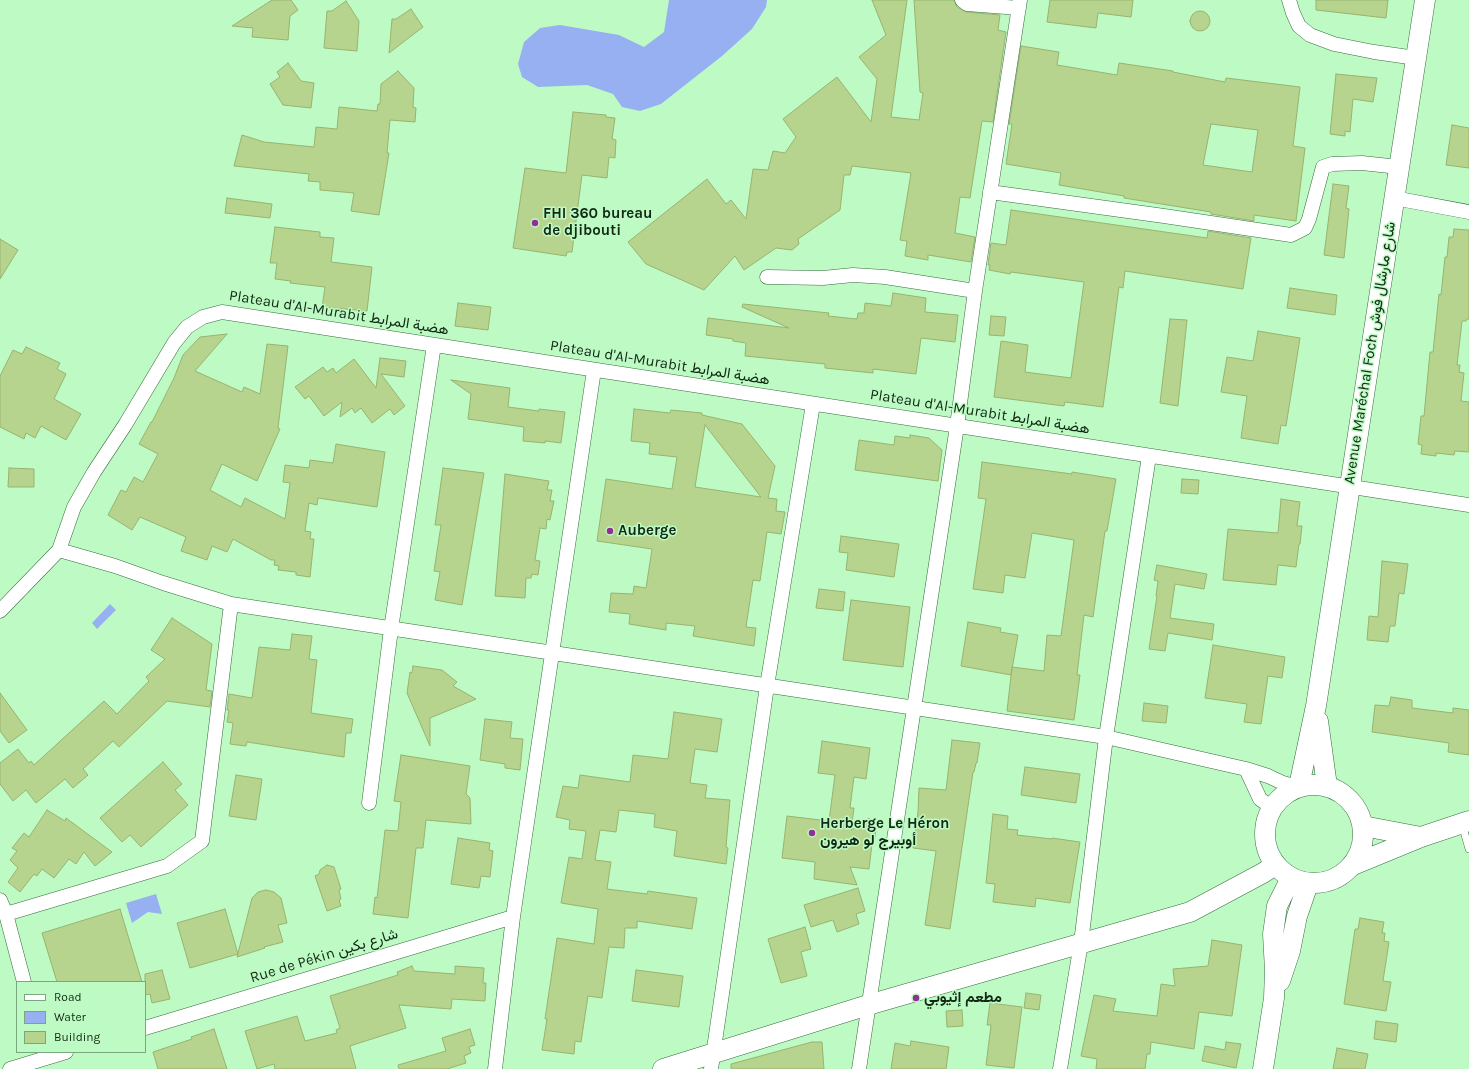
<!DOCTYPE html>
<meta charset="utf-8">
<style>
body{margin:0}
#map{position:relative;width:1469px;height:1069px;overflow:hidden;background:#befbc4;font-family:Karla,sans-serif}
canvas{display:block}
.legend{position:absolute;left:16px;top:981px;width:130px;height:72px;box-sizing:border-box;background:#befbc4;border:1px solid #79a77e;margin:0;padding:5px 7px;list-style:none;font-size:12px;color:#112915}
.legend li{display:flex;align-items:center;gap:8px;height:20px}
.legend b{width:20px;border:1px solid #79a77e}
</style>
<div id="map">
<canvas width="1469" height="1069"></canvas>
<ul class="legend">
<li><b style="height:5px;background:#fff"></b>Road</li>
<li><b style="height:11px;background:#96b0f1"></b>Water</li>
<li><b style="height:11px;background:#b6d48e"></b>Building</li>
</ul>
</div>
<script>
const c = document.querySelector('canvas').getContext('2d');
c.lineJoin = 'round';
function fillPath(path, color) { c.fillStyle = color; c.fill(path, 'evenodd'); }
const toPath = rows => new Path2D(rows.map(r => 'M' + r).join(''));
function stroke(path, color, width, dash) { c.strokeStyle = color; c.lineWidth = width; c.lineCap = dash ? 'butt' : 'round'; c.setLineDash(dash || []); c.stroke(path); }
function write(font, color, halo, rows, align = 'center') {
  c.font = font + ' Karla,Vazirmatn,sans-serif'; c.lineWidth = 3; c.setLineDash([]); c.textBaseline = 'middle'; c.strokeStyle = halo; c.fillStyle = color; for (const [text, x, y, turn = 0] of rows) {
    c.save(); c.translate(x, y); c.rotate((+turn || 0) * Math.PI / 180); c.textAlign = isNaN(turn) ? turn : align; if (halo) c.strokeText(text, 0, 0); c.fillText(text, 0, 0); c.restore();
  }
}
const water = toPath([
 [669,0,767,0,766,7,752,29,722,56,661,104,640,111,622,107,613,94,587,85,538,87,522,77,518,64,524,42,540,28,560,25,619,35,644,47,664,32],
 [110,604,116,610,97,629,92,623],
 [156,894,162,914,148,912,132,923,126,903]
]);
const building = toPath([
 [272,0,291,0,298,10,290,16,288,40,252,37,253,28,232,26,272,0],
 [872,0,907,0,891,117,919,120,923,93,920,92,914,0,954,0,957,7,966,12,1000,15,998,30,1006,32,993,122,982,121,970,198,960,197,955,233,975,237,971,262,928,255,928,260,905,256,907,241,900,240,911,173,852,166,850,175,844,175,840,210,798,239,799,244,792,250,776,248,744,270,735,256,704,290,646,264,628,242,707,179,726,204,731,200,746,219,753,169,768,170,773,151,785,153,796,137,783,119,837,77,871,122,877,79,859,57,886,35,872,0],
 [1050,0,1133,0,1131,17,1098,13,1096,28,1047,22,1050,0],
 [1316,0,1388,0,1386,18,1316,10,1316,0],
 [346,1,359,21,357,51,324,48,327,11,332,11,346,1],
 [411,9,423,27,389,53,392,19,396,19,411,9],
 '1190 21a10 10 0 1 1 20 0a10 10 0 1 1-20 0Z',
 [1021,46,1059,52,1057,65,1117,75,1119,63,1173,71,1173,72,1225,82,1226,78,1300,87,1293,146,1305,148,1296,221,1254,215,1254,221,1211,214,1211,212,1124,198,1124,196,1059,185,1061,173,1006,164,1012,124,1009,124,1021,46],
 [1211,124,1258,130,1252,172,1203,165,1211,124],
 [288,63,301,81,314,83,311,108,283,105,270,84,280,77,277,72,288,63],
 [398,71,414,88,413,107,416,108,415,122,390,120,387,153,389,153,379,215,351,211,354,193,320,190,320,182,308,181,309,174,234,166,242,135,264,142,314,147,316,127,337,129,339,107,377,111,378,104,380,104,381,84,398,71],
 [1336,74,1377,78,1373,102,1353,99,1350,132,1345,131,1345,136,1330,134,1336,74],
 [573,112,606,115,606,117,615,118,612,139,616,140,615,158,609,157,607,178,582,175,572,252,567,252,566,256,513,248,525,168,566,173,573,112],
 [1452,125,1469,128,1469,168,1446,165,1452,125],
 [1333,184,1349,186,1346,208,1349,209,1344,258,1324,255,1333,184],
 [227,198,272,204,270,218,225,213,227,198],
 [1011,210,1207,238,1208,231,1251,238,1243,289,1125,271,1123,288,1119,287,1103,407,1065,402,1064,406,994,397,1001,341,1028,345,1025,372,1071,378,1084,282,1011,272,1010,274,989,270,990,265,988,265,991,243,1006,245,1011,210],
 [275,227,320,232,320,237,334,238,331,262,372,267,367,311,322,307,325,287,290,283,291,281,275,279,277,263,270,263,275,227],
 [1454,229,1469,230,1469,319,1467,319,1466,321,1462,321,1457,365,1460,365,1459,372,1464,373,1461,401,1469,402,1469,452,1455,451,1454,455,1436,453,1436,456,1421,454,1422,445,1418,444,1421,416,1424,416,1430,352,1433,352,1439,294,1441,295,1445,257,1447,257,1449,237,1453,237,1454,229],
 [0,239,18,250,0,279,0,239],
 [1290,288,1337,295,1335,315,1287,308,1290,288],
 [893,293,926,298,925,312,958,315,955,342,921,338,916,374,873,369,873,373,825,368,825,364,745,356,746,343,733,341,733,339,706,335,708,318,789,328,742,307,743,304,829,313,828,316,857,319,858,313,864,313,865,303,891,306,893,293],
 [458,303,491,307,488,330,455,326,458,303],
 [991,316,1006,317,1004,336,989,335,991,316],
 [1170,319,1187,320,1178,406,1160,403,1170,319],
 [1258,331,1300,338,1286,426,1281,425,1278,444,1241,438,1247,396,1221,392,1227,357,1253,361,1258,331],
 [227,334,195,371,242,392,244,387,260,394,267,344,288,346,278,428,280,429,257,481,222,464,210,490,241,507,245,498,285,519,290,483,283,482,285,465,309,468,310,460,333,463,336,444,385,452,377,507,318,498,317,505,309,503,305,531,311,532,310,539,314,539,310,577,296,575,296,572,278,570,279,566,274,565,275,560,271,560,233,539,227,552,212,546,207,560,181,551,186,537,140,517,132,530,108,515,121,490,126,492,134,477,143,482,158,454,139,444,151,422,152,422,174,378,183,355,200,337,227,334],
 [26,347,60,363,57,369,66,374,54,399,81,414,66,440,41,426,35,438,26,433,24,439,0,427,0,376,13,350,22,354,26,347],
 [380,358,406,361,404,377,381,374,405,406,394,415,390,409,372,423,361,408,355,413,352,408,340,417,342,402,324,416,309,396,305,399,295,387,323,367,327,372,333,368,336,373,354,359,376,388,380,358],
 [451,380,510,388,508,407,539,411,539,409,565,412,561,443,545,441,545,443,523,441,524,427,468,419,471,394,451,380],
 [634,409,670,413,671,410,702,413,702,415,742,424,775,466,768,498,777,499,776,511,785,512,781,534,767,532,760,581,753,580,746,627,756,628,754,646,693,636,695,626,666,623,666,630,629,624,630,614,609,612,611,593,633,594,634,586,646,588,652,549,597,541,606,479,672,489,677,457,649,454,650,443,631,441,634,409],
 [705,425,761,497,695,487,705,425],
 [910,435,929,438,942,450,938,481,855,470,859,440,894,445,895,436,910,438,910,435],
 [982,462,1072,474,1072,472,1116,479,1107,531,1105,531,1093,617,1084,615,1077,675,1080,675,1074,720,1007,711,1012,667,1044,671,1047,635,1061,636,1074,540,1032,533,1025,578,1005,575,1003,593,973,589,986,499,978,498,982,462],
 [9,468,34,469,34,487,8,487,9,468],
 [443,468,484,473,462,605,435,600,440,572,434,571,441,525,435,525,443,468],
 [505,474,549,481,547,490,552,490,550,501,554,501,550,520,547,519,546,529,540,528,535,560,540,561,538,575,532,574,531,578,526,578,525,598,495,596,505,474],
 [1182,479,1199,480,1198,494,1181,493,1182,479],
 [1281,499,1300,502,1297,526,1302,526,1300,544,1299,544,1296,567,1278,565,1276,585,1223,580,1228,529,1278,533,1281,499],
 [841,536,899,544,894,577,846,570,848,553,839,552,841,536],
 [1382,561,1408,564,1404,594,1399,593,1395,626,1390,626,1388,642,1367,640,1369,616,1378,617,1382,561],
 [1157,565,1207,574,1204,589,1175,584,1170,618,1214,624,1212,640,1168,633,1165,651,1149,649,1157,596,1156,596,1158,581,1154,580,1157,565],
 [819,589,845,592,843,611,816,608,819,589],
 [851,600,910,607,903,667,843,660,851,600],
 [172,618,212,644,206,690,212,691,210,707,167,701,119,747,113,741,83,769,88,775,73,788,65,779,36,803,26,790,13,801,0,784,0,763,18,749,29,763,31,761,34,765,104,701,117,714,149,681,146,677,165,659,151,650,172,618],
 [968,622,1001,628,1000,632,1018,635,1011,675,961,666,968,622],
 [292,634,312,636,309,659,317,660,311,713,353,719,351,733,346,733,344,757,247,742,246,746,230,744,233,723,227,722,229,710,227,710,229,694,252,698,259,647,290,650,292,634],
 [1213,645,1285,657,1282,678,1268,676,1261,724,1244,722,1247,704,1205,698,1213,645],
 [413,666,442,670,457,682,453,686,476,699,430,718,430,746,407,693,410,672,412,673,413,666],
 [0,693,27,730,9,743,0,731,0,693],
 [1391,697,1412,700,1412,708,1453,713,1453,708,1469,710,1469,755,1448,752,1449,743,1372,732,1375,705,1389,706,1391,697],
 [1144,703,1168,706,1166,723,1142,721,1144,703],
 [674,712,722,719,717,752,695,749,690,783,707,785,705,798,730,800,726,847,728,848,726,864,674,856,677,831,654,827,655,814,619,810,616,832,600,830,595,860,611,862,607,889,647,894,648,891,697,898,692,929,637,921,637,928,625,928,624,948,609,947,602,998,588,996,581,1042,575,1041,574,1054,542,1050,547,1019,545,1019,557,938,594,944,598,909,561,903,569,857,582,859,586,831,569,829,570,820,556,817,563,786,578,788,580,775,630,782,633,755,668,759,674,712],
 [485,719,512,722,510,738,523,739,520,770,505,768,505,764,480,760,485,719],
 [952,740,980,743,977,763,976,763,974,772,973,772,950,929,925,925,936,851,913,848,918,812,919,788,946,790,952,740],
 [822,741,870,748,866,779,854,777,850,808,854,808,851,830,869,818,876,829,874,844,872,844,869,869,850,867,857,885,814,879,815,862,782,858,787,816,829,821,835,775,818,773,822,741],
 [401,755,470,766,466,794,470,798,471,824,426,820,423,848,416,848,408,918,373,914,375,897,377,898,385,830,398,831,401,802,394,801,401,755],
 [163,762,182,784,175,790,188,805,141,847,130,835,122,842,100,818,163,762],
 [1025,767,1080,774,1076,803,1021,795,1025,767],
 [236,775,262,779,256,820,229,816,236,775],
 [47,810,65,821,66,818,112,852,95,866,84,852,76,864,69,859,54,878,42,869,37,876,34,874,20,892,8,882,18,868,10,860,17,851,12,848,24,833,29,837,47,810],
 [993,814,1008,816,1007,829,1018,830,1017,835,1052,839,1052,838,1080,842,1070,903,1036,898,1035,907,993,902,995,884,986,883,993,814],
 [458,838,490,843,489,850,493,851,490,877,481,876,479,888,451,884,458,838],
 [327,865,334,867,341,889,339,890,341,899,339,900,341,906,327,911,315,876,319,874,320,870,327,865],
 [858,888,865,911,856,914,859,924,837,932,833,920,811,927,804,905,858,888],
 [266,890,274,892,281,898,287,923,278,925,283,942,264,947,265,948,237,957,252,898,258,892,266,890],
 [120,909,142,982,57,982,42,933,120,909],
 [225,909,238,954,190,968,177,923,225,909],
 [1360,918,1384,922,1382,933,1385,933,1384,941,1389,942,1383,981,1391,982,1386,1011,1344,1004,1355,929,1358,929,1360,918],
 [805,927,811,949,801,952,807,976,781,983,768,939,805,927],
 [1212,940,1242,945,1232,1016,1199,1012,1194,1049,1151,1042,1150,1054,1147,1054,1145,1069,1096,1069,1097,1059,1081,1056,1094,995,1116,999,1113,1011,1157,1016,1161,984,1175,986,1173,969,1208,966,1212,940],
 [412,966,414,971,455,974,455,966,484,968,483,983,486,983,485,1001,452,999,451,1009,399,1005,406,1028,350,1046,356,1069,275,1069,274,1064,257,1069,245,1031,297,1016,305,1041,337,1033,336,1030,340,1028,330,996,398,975,397,972,412,966],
 [162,970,170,999,152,1003,150,994,145,995,145,974,162,970],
 [636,970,683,976,679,1007,632,1001,636,970],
 [1026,993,1041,995,1039,1010,1024,1008,1026,993],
 [990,1003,1022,1007,1014,1068,986,1065,991,1025,987,1025,990,1003],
 [962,1010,963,1026,947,1027,946,1011,962,1010],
 [1376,1021,1398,1024,1396,1042,1374,1039,1376,1021],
 [214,1029,227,1069,158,1069,153,1052,192,1039,191,1037,214,1029],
 [470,1029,475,1045,469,1047,471,1053,464,1056,466,1063,447,1069,399,1069,398,1065,446,1051,442,1038,470,1029],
 [911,1041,949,1047,946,1069,891,1069,895,1043,910,1046,911,1041],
 [812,1042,822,1042,824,1069,731,1069,731,1064,812,1042],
 [1226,1042,1241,1044,1236,1068,1202,1061,1205,1046,1225,1050,1226,1042],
 [1337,1048,1368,1054,1365,1069,1333,1069,1337,1048]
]);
const lane = toPath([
 [1462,824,1469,849]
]);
const street = toPath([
 [962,0,967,4,1019,8],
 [1289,0,1293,13,1299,26,1310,35,1334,44,1374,52,1416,58],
 [990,192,1164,216,1291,235,1305,228,1309,219,1323,167,1332,164,1362,163,1399,167],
 [1394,198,1469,212],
 [767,277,823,278,853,275,885,277,975,291],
 [59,550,115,566,163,583,231,604],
 [0,611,59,550,74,507,94,472,125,425,174,343,187,327,203,317,222,312,1469,505],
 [1246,769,1260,799,1272,808],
 [369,803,391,629,434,345],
 [0,900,6,914,24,982],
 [6,914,167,866,202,841,231,604,1106,737,1246,769,1268,776,1283,783,1297,787],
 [145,1028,513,917],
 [10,1069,66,1052],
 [495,1069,513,917,594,370],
 [711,1069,767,686,813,404],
 [859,1069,957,426,975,291,1020,0],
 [1060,1069,1081,943,1106,737,1149,456]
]);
const secondary = toPath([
 [1318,721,1327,786],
 '1265 834a49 49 0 1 1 98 0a49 49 0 1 1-98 0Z',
 [1299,786,1316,706,1425,0],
 [1363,826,1421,837],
 [1353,865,1421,837,1469,821],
 [1280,981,1290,951,1297,916,1308,884],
 [663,1069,868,1005,1190,912,1263,873,1275,865],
 [1263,1069,1274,998,1275,970,1273,934,1277,906,1291,878]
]);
const markers = [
 [535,223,4,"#922e94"],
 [610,531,4,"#922e94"],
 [812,833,4,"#922e94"],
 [916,998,4,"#922e94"]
];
const poiNames = [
 ["FHI 360 bureau",543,214],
 ["de djibouti",543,231],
 ["Auberge",618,531],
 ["Herberge Le Héron",820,824],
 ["أوبيرج لو هيرون",820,841],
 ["مطعم إثيوبي",924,998]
];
const streetNames = [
 ["Plateau d'Al-Murabit هضبة المرابط",339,313,9],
 ["Avenue Maréchal Foch شارع مارشال فوش",1370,353,-81],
 ["Plateau d'Al-Murabit هضبة المرابط",660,363,9],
 ["Plateau d'Al-Murabit هضبة المرابط",980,412,9],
 ["Rue de Pékin شارع بكين",324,956,-17]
];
fillPath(water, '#96b0f1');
fillPath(building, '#b6d48e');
stroke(building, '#97b370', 1);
stroke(lane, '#356d3e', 8);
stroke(street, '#356d3e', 15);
stroke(secondary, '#356d3e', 21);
stroke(lane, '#fff', 7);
stroke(street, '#fff', 14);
stroke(secondary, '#fff', 20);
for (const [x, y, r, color] of markers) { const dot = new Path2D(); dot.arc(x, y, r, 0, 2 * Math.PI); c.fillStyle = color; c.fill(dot); stroke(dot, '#befbc4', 1.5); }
write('bold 15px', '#112915', '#befbc4', poiNames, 'left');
write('15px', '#112915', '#befbc4', streetNames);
</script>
────────────────────
**PROBLEM**
The only output should be the lines from the one containing "stroke(street, '#356d3e', 15);" through the final line of the material above, copied exactly.

**THE COMPLETED TASK**
stroke(street, '#356d3e', 15);
stroke(secondary, '#356d3e', 21);
stroke(lane, '#fff', 7);
stroke(street, '#fff', 14);
stroke(secondary, '#fff', 20);
for (const [x, y, r, color] of markers) { const dot = new Path2D(); dot.arc(x, y, r, 0, 2 * Math.PI); c.fillStyle = color; c.fill(dot); stroke(dot, '#befbc4', 1.5); }
write('bold 15px', '#112915', '#befbc4', poiNames, 'left');
write('15px', '#112915', '#befbc4', streetNames);
</script>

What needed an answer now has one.